Weil der Kronenhof als nachhaltiger Vorzeigebetrieb gilt, hat ihn der HBV für seine Fachtagung "Raps - Multitalent mit Zukunft!" als Veranstaltungsort ausgewählt. Dort wurde betont, wie vielfältig die Nutzung des Kreuzblütengewächses ist. "Ein Hektar Raps ergibt 1500 Liter Öl, 2500 Kilo Schrot, und der Nektar ergibt 40 Kilogramm Honig", resümierte Georg Dierschke, Geschäftsführer der Hessischen Erzeugerorganisation für Raps (HERA).

Rappsproduktion in den letzten Jahren stetig gestiegen

Die Organisation besteht seit 25 Jahren, und die Rapsproduktion ist seither stetig gestiegen, auch dank dieser Vermarktung. Aus der Saat wird Rapsöl gewonnen, das kalt gepresst als Speiseöl sowie als Biokraftstoff genutzt wird - etwa in Stefan Wagners Gerätehalle auf dem Kronenhof.

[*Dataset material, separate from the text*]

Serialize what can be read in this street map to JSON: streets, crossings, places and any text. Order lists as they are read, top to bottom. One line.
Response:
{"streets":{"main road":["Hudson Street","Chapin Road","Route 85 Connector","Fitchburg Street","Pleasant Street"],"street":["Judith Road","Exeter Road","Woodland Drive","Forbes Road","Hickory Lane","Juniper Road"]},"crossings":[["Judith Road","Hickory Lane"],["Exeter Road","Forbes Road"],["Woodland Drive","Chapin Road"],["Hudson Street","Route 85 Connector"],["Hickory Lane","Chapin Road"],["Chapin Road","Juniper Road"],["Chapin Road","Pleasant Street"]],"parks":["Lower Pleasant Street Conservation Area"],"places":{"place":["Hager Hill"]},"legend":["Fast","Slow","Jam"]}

Der Schrot der Pflanze ist für das Vieh ein regionales und gentechnikfreies Eiweißfutter. Auch Biodiesel enthält rund 6 Prozent Rapsöl. Der HBV bemängelt aber, dass sich die agrarpolitischen Rahmenbedingungen verschlechtert hätten, da der Steuervorteil von Biodiesel nicht mehr besteht.

Rund um die blühenden Rapsfelder am Rande von Gonzenheim ist ein breiter Wiesenstreifen gemäht. "Hier will die Stadt Bad Homburg Blühstreifen anlegen", weiß Wagner. Bienen finden in ländlichen Gegenden oft nicht genügend Blüten, daher steuern viele Kommunen jetzt gegen. Die gelben Rapsfelder steuern Maja & Co. aber auch gern an.